Sunday, October 13, 2013

Plot Summary

The story begins on the night Lily decides to kill herself. Mike and the two older children have been gone for a few days. She's alone in the house, giving her the opportunity to commit suicide without being interrupted or subjecting the children to encountering her body. Lily washes down a bowl full of pills with a bottle of vodka, losing consciousness on the living room sofa.


Lily's plan is interrupted by her next door neighbor who becomes suspicious when she cannot reach Lily by phone. Using her spare key she comes into the home and discovers Lily, calling 911.


Lily is taken to the hospital and resuscitated. She wakes to find herself in the hospital and Mike looming over her bedside. He launches into a verbal assault, scolding her for being weak and cowardly. When he begins blaming her once again for Teddy's death Lily tells him to leave. The shouting summons a nurse to the room. Lily tells her that Mike needs to leave and she forbids him from being allowed in her room in the future. Mike stomps out. The nurse shames Lily for refusing to see her husband “when everyone calms down and the two of you can fix these things”. Lily tells her to leave as well.


Two days later Lily is transferred to the Psychiatric Ward. There she meets a motley cast of characters in her fellow patients. It is an environment where Lily finds an acceptance and camaraderie that she's never experienced before. She shows them compassion and they, in return, show her a way of life that embraces living with one's flaws and misbehaving mind.


Lily is assigned a therapist, Sally, and a psychiatrist, Dr. Ingalls. Sally is confined to a wheelchair due to her Multiple Sclerosis and has an assistance dog named Siggy. Dr. Ingalls is an ex-hippie non-conformist whose own wife is suffering from a profound mental illness following the death of their two young children.


Sally and Dr. Ingalls show Lily, through their acceptance of her, how to begin to accept and love herself. They help her find ways to cope with the crushing guilt of Teddy's death as well as the trauma of her childhood. Lily learns a new perspective from which to view her past and the present.


Throughout the present tense telling of Lily's story intermittent chapters describe her flashback visits into the undercurrent. In these chapters, reader's experience Teddy's death and funeral, as well as key memories from her childhood. Those flashbacks allow readers to not only understand Lily's story but to understand the significance of the present time lessons she learns from her interactions with the characters in the psychiatric ward.


Lily is visited in the hospital by her stepson, Steven. Initially quiet and unwilling to speak, he finally shares how heartbroken he is that Lily was so willing to leave him through her suicide. They talk for the first time about the losses in his life, including the pivotal loss of his mother. The two realize they have much in common in their fears of abandonment and loss. Although they have a cursory discussion of Steven's feelings about his Father and the burden of his approval, Steven is unwilling to be disloyal to the one parent he has remaining in his life. But the two forge a fragile bond independent of Mike's influence. For the first time Lily sees that despite all of the stress and challenges, she has been a positive force in both Steven and Tavey's lives.

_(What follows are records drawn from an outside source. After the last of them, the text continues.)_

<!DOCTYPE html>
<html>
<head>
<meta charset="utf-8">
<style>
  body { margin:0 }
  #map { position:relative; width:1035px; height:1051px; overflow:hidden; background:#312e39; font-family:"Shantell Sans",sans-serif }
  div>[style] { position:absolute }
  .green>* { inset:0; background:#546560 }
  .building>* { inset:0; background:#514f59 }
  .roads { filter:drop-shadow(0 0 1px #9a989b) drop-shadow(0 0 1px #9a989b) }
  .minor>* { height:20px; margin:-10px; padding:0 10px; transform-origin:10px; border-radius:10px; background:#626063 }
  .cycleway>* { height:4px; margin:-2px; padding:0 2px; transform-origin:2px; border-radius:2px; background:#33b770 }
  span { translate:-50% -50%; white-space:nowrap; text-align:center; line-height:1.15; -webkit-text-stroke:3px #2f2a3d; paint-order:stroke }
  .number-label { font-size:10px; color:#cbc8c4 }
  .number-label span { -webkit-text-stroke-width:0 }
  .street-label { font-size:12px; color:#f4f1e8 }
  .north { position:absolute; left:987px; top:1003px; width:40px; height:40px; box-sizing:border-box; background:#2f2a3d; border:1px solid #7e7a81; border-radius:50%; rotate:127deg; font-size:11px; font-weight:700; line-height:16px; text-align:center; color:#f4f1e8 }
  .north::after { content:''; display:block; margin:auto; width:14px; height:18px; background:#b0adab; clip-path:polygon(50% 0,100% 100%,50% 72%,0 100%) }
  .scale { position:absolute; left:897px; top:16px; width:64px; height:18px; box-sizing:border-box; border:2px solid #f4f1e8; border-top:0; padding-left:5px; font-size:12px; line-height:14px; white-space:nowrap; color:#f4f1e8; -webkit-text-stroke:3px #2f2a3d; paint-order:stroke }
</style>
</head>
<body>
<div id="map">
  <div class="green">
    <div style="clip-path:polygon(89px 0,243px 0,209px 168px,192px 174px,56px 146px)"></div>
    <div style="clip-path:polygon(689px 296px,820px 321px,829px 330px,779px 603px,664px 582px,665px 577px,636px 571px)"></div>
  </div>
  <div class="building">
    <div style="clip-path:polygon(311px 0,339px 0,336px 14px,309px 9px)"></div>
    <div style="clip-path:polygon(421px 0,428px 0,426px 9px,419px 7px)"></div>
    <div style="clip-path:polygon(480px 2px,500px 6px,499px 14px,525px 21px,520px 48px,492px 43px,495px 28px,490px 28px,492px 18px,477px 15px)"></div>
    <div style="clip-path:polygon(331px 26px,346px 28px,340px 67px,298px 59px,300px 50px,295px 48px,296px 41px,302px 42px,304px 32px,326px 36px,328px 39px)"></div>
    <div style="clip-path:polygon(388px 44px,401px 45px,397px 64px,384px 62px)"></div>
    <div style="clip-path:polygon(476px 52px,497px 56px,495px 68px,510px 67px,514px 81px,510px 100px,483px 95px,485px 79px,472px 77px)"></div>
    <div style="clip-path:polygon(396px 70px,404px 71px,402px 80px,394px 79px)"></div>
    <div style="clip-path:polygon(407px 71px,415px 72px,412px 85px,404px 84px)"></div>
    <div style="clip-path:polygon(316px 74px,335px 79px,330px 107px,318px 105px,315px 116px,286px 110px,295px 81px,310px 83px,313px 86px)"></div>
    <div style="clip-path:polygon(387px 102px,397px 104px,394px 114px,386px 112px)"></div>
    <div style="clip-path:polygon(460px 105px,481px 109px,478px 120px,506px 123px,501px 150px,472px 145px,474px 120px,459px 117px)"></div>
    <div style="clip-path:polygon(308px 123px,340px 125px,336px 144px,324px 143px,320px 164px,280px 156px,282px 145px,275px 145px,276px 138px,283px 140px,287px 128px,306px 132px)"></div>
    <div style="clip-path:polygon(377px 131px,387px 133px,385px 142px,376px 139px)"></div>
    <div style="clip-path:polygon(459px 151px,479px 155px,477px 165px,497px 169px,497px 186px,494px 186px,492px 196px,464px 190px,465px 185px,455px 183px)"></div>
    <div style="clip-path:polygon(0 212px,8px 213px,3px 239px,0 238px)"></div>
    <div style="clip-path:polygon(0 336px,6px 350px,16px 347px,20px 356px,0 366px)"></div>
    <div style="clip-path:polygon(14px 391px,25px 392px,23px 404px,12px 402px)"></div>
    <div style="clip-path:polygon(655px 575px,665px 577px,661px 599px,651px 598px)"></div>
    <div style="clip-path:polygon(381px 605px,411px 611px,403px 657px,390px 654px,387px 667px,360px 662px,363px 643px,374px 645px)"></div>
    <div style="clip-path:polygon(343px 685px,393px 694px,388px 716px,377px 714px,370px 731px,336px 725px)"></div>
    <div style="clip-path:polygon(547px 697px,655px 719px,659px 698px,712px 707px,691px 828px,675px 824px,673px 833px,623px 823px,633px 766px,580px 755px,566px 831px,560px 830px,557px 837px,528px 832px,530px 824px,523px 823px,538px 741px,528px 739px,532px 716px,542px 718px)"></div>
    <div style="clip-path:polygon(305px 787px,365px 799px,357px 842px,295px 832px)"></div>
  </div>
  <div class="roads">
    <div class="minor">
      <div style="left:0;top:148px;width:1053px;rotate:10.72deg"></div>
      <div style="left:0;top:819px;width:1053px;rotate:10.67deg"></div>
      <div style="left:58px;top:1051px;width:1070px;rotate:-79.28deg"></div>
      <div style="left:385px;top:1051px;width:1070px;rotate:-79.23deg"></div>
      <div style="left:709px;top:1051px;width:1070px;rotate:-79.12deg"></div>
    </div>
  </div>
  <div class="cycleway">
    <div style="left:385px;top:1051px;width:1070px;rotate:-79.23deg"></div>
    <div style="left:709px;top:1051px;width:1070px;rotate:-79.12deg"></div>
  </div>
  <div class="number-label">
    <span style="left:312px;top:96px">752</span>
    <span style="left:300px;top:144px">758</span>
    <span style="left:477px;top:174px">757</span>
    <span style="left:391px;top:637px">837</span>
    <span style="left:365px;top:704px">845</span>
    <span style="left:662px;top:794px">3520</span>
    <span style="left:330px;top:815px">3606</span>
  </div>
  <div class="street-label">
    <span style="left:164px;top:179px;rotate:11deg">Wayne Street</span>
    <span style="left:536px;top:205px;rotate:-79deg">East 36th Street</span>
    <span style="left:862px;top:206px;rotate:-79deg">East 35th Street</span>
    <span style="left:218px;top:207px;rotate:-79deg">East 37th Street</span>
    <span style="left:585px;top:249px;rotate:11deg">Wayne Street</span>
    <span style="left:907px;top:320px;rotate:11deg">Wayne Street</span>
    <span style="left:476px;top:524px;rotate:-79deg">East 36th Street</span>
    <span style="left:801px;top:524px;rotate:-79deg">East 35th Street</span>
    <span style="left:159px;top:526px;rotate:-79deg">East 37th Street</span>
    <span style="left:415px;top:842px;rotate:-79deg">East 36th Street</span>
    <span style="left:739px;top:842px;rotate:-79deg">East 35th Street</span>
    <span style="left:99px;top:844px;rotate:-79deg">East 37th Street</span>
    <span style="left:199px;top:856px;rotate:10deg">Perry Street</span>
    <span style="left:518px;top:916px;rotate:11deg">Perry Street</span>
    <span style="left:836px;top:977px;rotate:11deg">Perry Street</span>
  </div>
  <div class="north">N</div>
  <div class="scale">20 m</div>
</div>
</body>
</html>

Mike arrives at the hospital under the guise of agreeing to try Marriage Counseling and, instead, serves Lily with divorce paperwork. He loudly declares her a failure and a significant mistake in his life. While Lily is immediately crushed and defeated, with the help of Sally, Dr. Ingalls and her fellow patients she decides to use the divorce as a transition into a new life free of the power of abuse.

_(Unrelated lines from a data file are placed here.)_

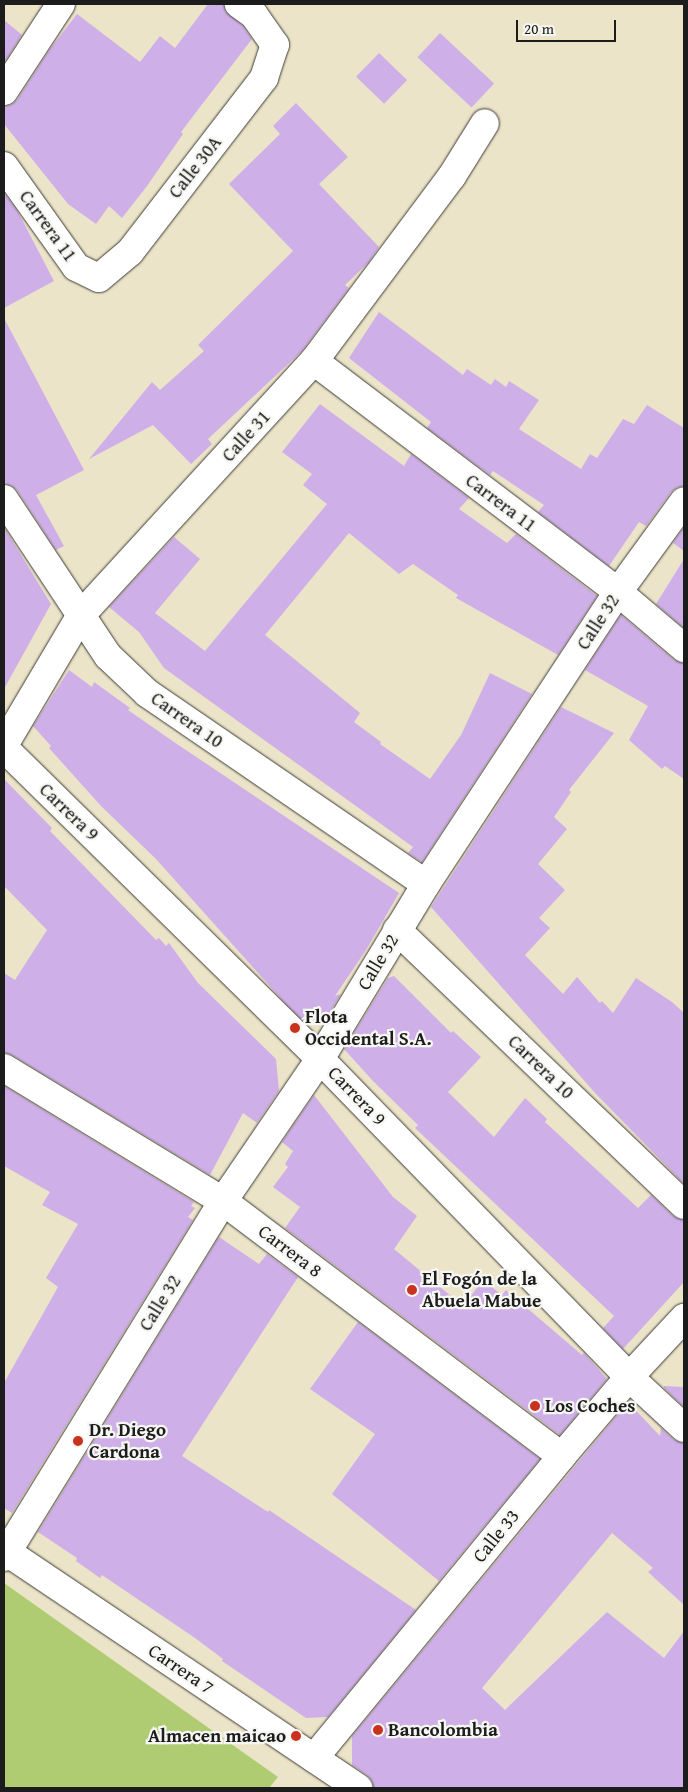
<!DOCTYPE html>
<meta charset="utf-8">
<style>
body{margin:0}
#map{position:relative;width:688px;height:1792px;overflow:hidden;background:#ece4c8;font-family:"Gentium Book Plus",serif}
div>[style]{position:absolute}
.green>*{inset:0;background:#b0cc73}
.building>*{inset:0;background:#cfafe7;transform-origin:0 0}
.roads{filter:drop-shadow(0 0 1px #3b3a36) drop-shadow(0 0 1px #3b3a36)}
.minor>*{height:28px;margin:-14px;padding:0 14px;transform-origin:14px;border-radius:14px;background:#fff}
.major>*{height:28px;margin:-14px;padding:0 14px;transform-origin:14px;border-radius:14px;background:#fff}
.dots>*{width:14px;height:14px;translate:-50% -50%;box-sizing:border-box;border:2px solid #f6f6f2;border-radius:50%}
span{translate:-50% -50%;white-space:nowrap;text-align:center;line-height:1.15;-webkit-text-stroke:4.5px #f6f6f2;paint-order:stroke}
.street-label{font-size:19px;color:#1c1c1c}
.poi-label{font-size:19px;color:#1c1c1c;font-weight:700}
.left{translate:0 -50%;text-align:left}
.right{translate:-100% -50%;text-align:right}
.frame{position:absolute;inset:0;border:5px solid #1c1c1c;pointer-events:none}
.scale{position:absolute;left:516px;top:20px;width:100px;height:22px;box-sizing:border-box;border:2px solid #1c1c1c;border-top:0;padding-left:6px;font-size:15px;line-height:18px;white-space:nowrap;color:#1c1c1c;-webkit-text-stroke:4px #f6f6f2;paint-order:stroke}
</style>
<div id="map">
<div class="green">
<div style="clip-path:polygon(4px 1583px,278px 1777px,269px 1788px,4px 1788px)"></div>
</div>
<div class="building">
<div style="clip-path:polygon(208px 4px,224px 4px,225px 11px,243px 26px,252px 39px,181px 132px,183px 134px,147px 186px,122px 218px,109px 206px,96px 224px,68px 204px,4px 124px,4px 107px,11px 105px,17px 100px,50px 49px,77px 14px,140px 62px,160px 36px,175px 48px)"></div>
<div style="clip-path:polygon(4px 20px,22px 35px,4px 63px)"></div>
<div style="left:440px;top:33px;width:74px;height:33px;rotate:43deg"></div>
<div style="left:379px;top:53px;width:39px;height:33px;rotate:44deg"></div>
<div style="clip-path:polygon(296px 103px,348px 157px,319px 184px,379px 247px,368px 263px,345px 285px,349px 288px,302px 351px,208px 439px,212px 444px,191px 464px,153px 425px,89px 459px,152px 382px,160px 390px,204px 351px,198px 345px,293px 251px,229px 184px,280px 134px,273px 126px)"></div>
<div style="clip-path:polygon(4px 193px,17px 210px,54px 281px,4px 308px)"></div>
<div style="clip-path:polygon(379px 312px,463px 375px,467px 369px,491px 385px,495px 379px,506px 387px,509px 381px,539px 400px,519px 429px,581px 469px,590px 454px,597px 458px,623px 419px,634px 424px,647px 405px,684px 428px,684px 486px,677px 487px,671px 492px,646px 526px,639px 522px,609px 566px,538px 512px,544px 505px,493px 471px,490px 475px,427px 428px,431px 422px,349px 358px)"></div>
<div style="clip-path:polygon(4px 318px,84px 470px,36px 495px,64px 546px,56px 550px,17px 490px,11px 485px,4px 483px)"></div>
<div style="clip-path:polygon(320px 404px,404px 466px,411px 454px,469px 498px,459px 509px,507px 543px,516px 534px,597px 596px,558px 655px,456px 598px,458px 595px,413px 564px,399px 574px,349px 533px,265px 635px,360px 713px,354px 722px,381px 742px,380px 744px,430px 779px,461px 735px,490px 673px,532px 694px,422px 862px,408px 853px,413px 847px,164px 668px,139px 632px,109px 607px,174px 537px,200px 559px,155px 613px,205px 651px,327px 504px,303px 485px,312px 474px,282px 452px)"></div>
<div style="clip-path:polygon(4px 527px,51px 604px,4px 689px)"></div>
<div style="clip-path:polygon(684px 527px,684px 551px,673px 543px)"></div>
<div style="clip-path:polygon(684px 559px,684px 628px,656px 604px)"></div>
<div style="clip-path:polygon(621px 615px,674px 660px,684px 663px,684px 779px,665px 766px,662px 769px,629px 740px,648px 706px,585px 670px)"></div>
<div style="clip-path:polygon(69px 670px,92px 687px,94px 682px,130px 708px,128px 710px,174px 742px,399px 893px,366px 950px,335px 996px,341px 994px,323px 1023px,306px 1024px,285px 1003px,156px 859px,101px 806px,49px 748px,51px 746px,33px 726px)"></div>
<div style="clip-path:polygon(561px 707px,614px 733px,569px 790px,571px 792px,554px 817px,567px 829px,538px 864px,565px 890px,539px 918px,550px 928px,525px 955px,563px 994px,577px 977px,600px 1003px,602px 1001px,613px 1013px,636px 978px,672px 1002px,684px 1013px,684px 1184px,596px 1094px,431px 907px)"></div>
<div style="clip-path:polygon(4px 779px,52px 828px,50px 831px,156px 940px,159px 938px,166px 946px,169px 943px,198px 983px,276px 1059px,279px 1091px,257px 1123px,243px 1113px,210px 1175px,12px 1055px,4px 1052px,4px 973px,15px 980px,47px 930px,4px 886px)"></div>
<div style="clip-path:polygon(394px 976px,451px 1033px,453px 1031px,481px 1057px,448px 1092px,494px 1137px,525px 1098px,547px 1119px,545px 1122px,638px 1208px,651px 1195px,673px 1216px,684px 1220px,684px 1282px,623px 1349px,603px 1328px,614px 1316px,415px 1128px,418px 1125px,373px 1081px,344px 1049px,388px 978px)"></div>
<div style="clip-path:polygon(4px 1086px,194px 1202px,191px 1206px,195px 1208px,188px 1217px,193px 1220px,12px 1513px,4px 1508px,4px 1383px,58px 1287px,46px 1278px,78px 1224px,42px 1205px,50px 1192px,4px 1166px)"></div>
<div style="clip-path:polygon(314px 1095px,393px 1197px,417px 1216px,394px 1249px,463px 1306px,483px 1280px,502px 1295px,506px 1290px,582px 1355px,584px 1353px,607px 1379px,560px 1435px,285px 1228px,300px 1207px,273px 1187px,288px 1167px,285px 1164px,293px 1151px,282px 1142px)"></div>
<div style="clip-path:polygon(219px 1237px,259px 1264px,267px 1254px,298px 1277px,182px 1456px,268px 1512px,269px 1510px,416px 1610px,328px 1717px,306px 1718px,222px 1661px,223px 1659px,195px 1638px,102px 1575px,100px 1578px,76px 1561px,77px 1558px,38px 1532px)"></div>
<div style="clip-path:polygon(358px 1322px,540px 1459px,439px 1581px,332px 1494px,375px 1434px,310px 1389px)"></div>
<div style="clip-path:polygon(664px 1386px,684px 1387px,684px 1407px,664px 1388px)"></div>
<div style="clip-path:polygon(628px 1402px,660px 1436px,661px 1428px,674px 1440px,684px 1443px,684px 1605px,648px 1572px,653px 1568px,612px 1533px,482px 1688px,505px 1710px,607px 1612px,664px 1658px,684px 1631px,684px 1788px,373px 1788px,372px 1781px,367px 1775px,352px 1765px,352px 1736px)"></div>
</div>
<div class="roads">
<div class="minor">
<div style="left:4px;top:91px;width:104px;rotate:-56.8deg"></div>
<div style="left:4px;top:166px;width:124px;rotate:54.5deg"></div>
<div style="left:76px;top:267px;width:25px;rotate:26deg"></div>
<div style="left:99px;top:278px;width:40px;rotate:-40deg"></div>
<div style="left:130px;top:252px;width:220px;rotate:-52.4deg"></div>
<div style="left:264px;top:78px;width:35px;rotate:-72deg"></div>
<div style="left:275px;top:45px;width:37px;rotate:-125deg"></div>
<div style="left:254px;top:15px;width:19px;rotate:-144deg"></div>
<div style="left:314px;top:361px;width:382px;rotate:37.2deg"></div>
<div style="left:618px;top:592px;width:87px;rotate:40.3deg"></div>
<div style="left:4px;top:499px;width:188px;rotate:56.5deg"></div>
<div style="left:108px;top:656px;width:54px;rotate:43.5deg"></div>
<div style="left:147px;top:693px;width:338px;rotate:34.4deg"></div>
<div style="left:4px;top:745px;width:151px;rotate:-59.4deg"></div>
<div style="left:81px;top:615px;width:345px;rotate:-47.5deg"></div>
<div style="left:314px;top:361px;width:231px;rotate:-53.3deg"></div>
<div style="left:452px;top:176px;width:62px;rotate:-58.1deg"></div>
<div style="left:397px;top:930px;width:397px;rotate:43.8deg"></div>
<div style="left:4px;top:1068px;width:256px;rotate:31.3deg"></div>
<div style="left:223px;top:1201px;width:424px;rotate:37deg"></div>
<div style="left:4px;top:1557px;width:418px;rotate:-58.4deg"></div>
<div style="left:223px;top:1201px;width:172px;rotate:-55.7deg"></div>
<div style="left:320px;top:1059px;width:205px;rotate:-58.8deg"></div>
<div style="left:426px;top:884px;width:349px;rotate:-56.7deg"></div>
<div style="left:618px;top:592px;width:112px;rotate:-54deg"></div>
<div style="left:314px;top:1758px;width:391px;rotate:-50.6deg"></div>
<div style="left:562px;top:1456px;width:104px;rotate:-49.7deg"></div>
<div style="left:629px;top:1377px;width:81px;rotate:-47deg"></div>
</div>
<div class="major">
<div style="left:4px;top:748px;width:443px;rotate:44.5deg"></div>
<div style="left:320px;top:1059px;width:443px;rotate:45.8deg"></div>
<div style="left:629px;top:1377px;width:75px;rotate:42.8deg"></div>
<div style="left:4px;top:1550px;width:427px;rotate:33.9deg"></div>
</div>
</div>
<div class="dots">
<div style="left:295px;top:1028px;background:#c8321e"></div>
<div style="left:412px;top:1290px;background:#c8321e"></div>
<div style="left:535px;top:1406px;background:#c8321e"></div>
<div style="left:78px;top:1441px;background:#c8321e"></div>
<div style="left:378px;top:1730px;background:#c8321e"></div>
<div style="left:296px;top:1736px;background:#c8321e"></div>
</div>
<div class="street-label">
<span style="left:195px;top:167px;rotate:-52deg">Calle 30A</span>
<span style="left:48px;top:226px;rotate:54deg">Carrera 11</span>
<span style="left:246px;top:436px;rotate:-48deg">Calle 31</span>
<span style="left:501px;top:503px;rotate:37deg">Carrera 11</span>
<span style="left:598px;top:622px;rotate:-57deg">Calle 32</span>
<span style="left:187px;top:720px;rotate:35deg">Carrera 10</span>
<span style="left:69px;top:812px;rotate:44deg">Carrera 9</span>
<span style="left:378px;top:962px;rotate:-59deg">Calle 32</span>
<span style="left:541px;top:1067px;rotate:44deg">Carrera 10</span>
<span style="left:357px;top:1096px;rotate:46deg">Carrera 9</span>
<span style="left:290px;top:1251px;rotate:37deg">Carrera 8</span>
<span style="left:160px;top:1303px;rotate:-58deg">Calle 32</span>
<span style="left:496px;top:1536px;rotate:-51deg">Calle 33</span>
<span style="left:181px;top:1669px;rotate:34deg">Carrera 7</span>
</div>
<div class="poi-label">
<span class="left" style="left:305px;top:1028px">Flota<br>Occidental S.A.</span>
<span class="left" style="left:422px;top:1290px">El Fogón de la<br>Abuela Mabue</span>
<span class="left" style="left:545px;top:1406px">Los Coches</span>
<span class="left" style="left:89px;top:1441px">Dr. Diego<br>Cardona</span>
<span class="left" style="left:388px;top:1730px">Bancolombia</span>
<span class="right" style="left:286px;top:1736px">Almacen maicao</span>
</div>
<div class="frame"></div>
<div class="scale">20 m</div>
</div>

After three weeks Lily is discharged into a day treatment program where she will continue to work with Sally and Dr. Ingalls. She is not yet completely steady on her feet or fearless in the face of her past. But she is, for the first time in six months, feeling hopeful about her future. She knows she won't ever be free of her visits to the undercurrent. But she is confident she'll reach a point where she will live, for the most part, above the undercurrent.